* [Try it]
Repeat the whole listing, keeping every word and every line intact.

* [Exercise data]
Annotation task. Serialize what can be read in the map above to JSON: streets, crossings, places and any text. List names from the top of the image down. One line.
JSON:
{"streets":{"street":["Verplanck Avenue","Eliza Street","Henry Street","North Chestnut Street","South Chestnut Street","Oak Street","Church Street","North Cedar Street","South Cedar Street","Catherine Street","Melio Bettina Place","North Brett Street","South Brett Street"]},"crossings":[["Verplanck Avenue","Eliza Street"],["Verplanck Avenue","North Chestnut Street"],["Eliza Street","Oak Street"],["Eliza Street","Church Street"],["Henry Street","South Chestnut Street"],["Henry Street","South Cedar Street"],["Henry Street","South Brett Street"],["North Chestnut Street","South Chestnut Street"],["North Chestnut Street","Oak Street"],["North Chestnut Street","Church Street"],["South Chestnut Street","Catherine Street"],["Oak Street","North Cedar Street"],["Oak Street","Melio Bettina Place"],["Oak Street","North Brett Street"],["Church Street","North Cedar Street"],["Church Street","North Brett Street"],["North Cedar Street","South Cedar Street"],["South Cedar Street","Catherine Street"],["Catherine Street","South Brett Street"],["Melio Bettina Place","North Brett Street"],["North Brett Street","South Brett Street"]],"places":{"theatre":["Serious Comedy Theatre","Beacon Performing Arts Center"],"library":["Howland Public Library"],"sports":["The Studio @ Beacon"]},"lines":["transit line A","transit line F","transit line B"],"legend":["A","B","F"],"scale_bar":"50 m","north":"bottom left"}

* [Result of this exercise]
Annotation task. Serialize what can be read in the map above to JSON: streets, crossings, places and any text. List names from the top of the image down. One line.
JSON:
{"streets":{"street":["Verplanck Avenue","Eliza Street","Henry Street","North Chestnut Street","South Chestnut Street","Oak Street","Church Street","North Cedar Street","South Cedar Street","Catherine Street","Melio Bettina Place","North Brett Street","South Brett Street"]},"crossings":[["Verplanck Avenue","Eliza Street"],["Verplanck Avenue","North Chestnut Street"],["Eliza Street","Oak Street"],["Eliza Street","Church Street"],["Henry Street","South Chestnut Street"],["Henry Street","South Cedar Street"],["Henry Street","South Brett Street"],["North Chestnut Street","South Chestnut Street"],["North Chestnut Street","Oak Street"],["North Chestnut Street","Church Street"],["South Chestnut Street","Catherine Street"],["Oak Street","North Cedar Street"],["Oak Street","Melio Bettina Place"],["Oak Street","North Brett Street"],["Church Street","North Cedar Street"],["Church Street","North Brett Street"],["North Cedar Street","South Cedar Street"],["South Cedar Street","Catherine Street"],["Catherine Street","South Brett Street"],["Melio Bettina Place","North Brett Street"],["North Brett Street","South Brett Street"]],"places":{"theatre":["Serious Comedy Theatre","Beacon Performing Arts Center"],"library":["Howland Public Library"],"sports":["The Studio @ Beacon"]},"lines":["transit line A","transit line F","transit line B"],"legend":["A","B","F"],"scale_bar":"50 m","north":"bottom left"}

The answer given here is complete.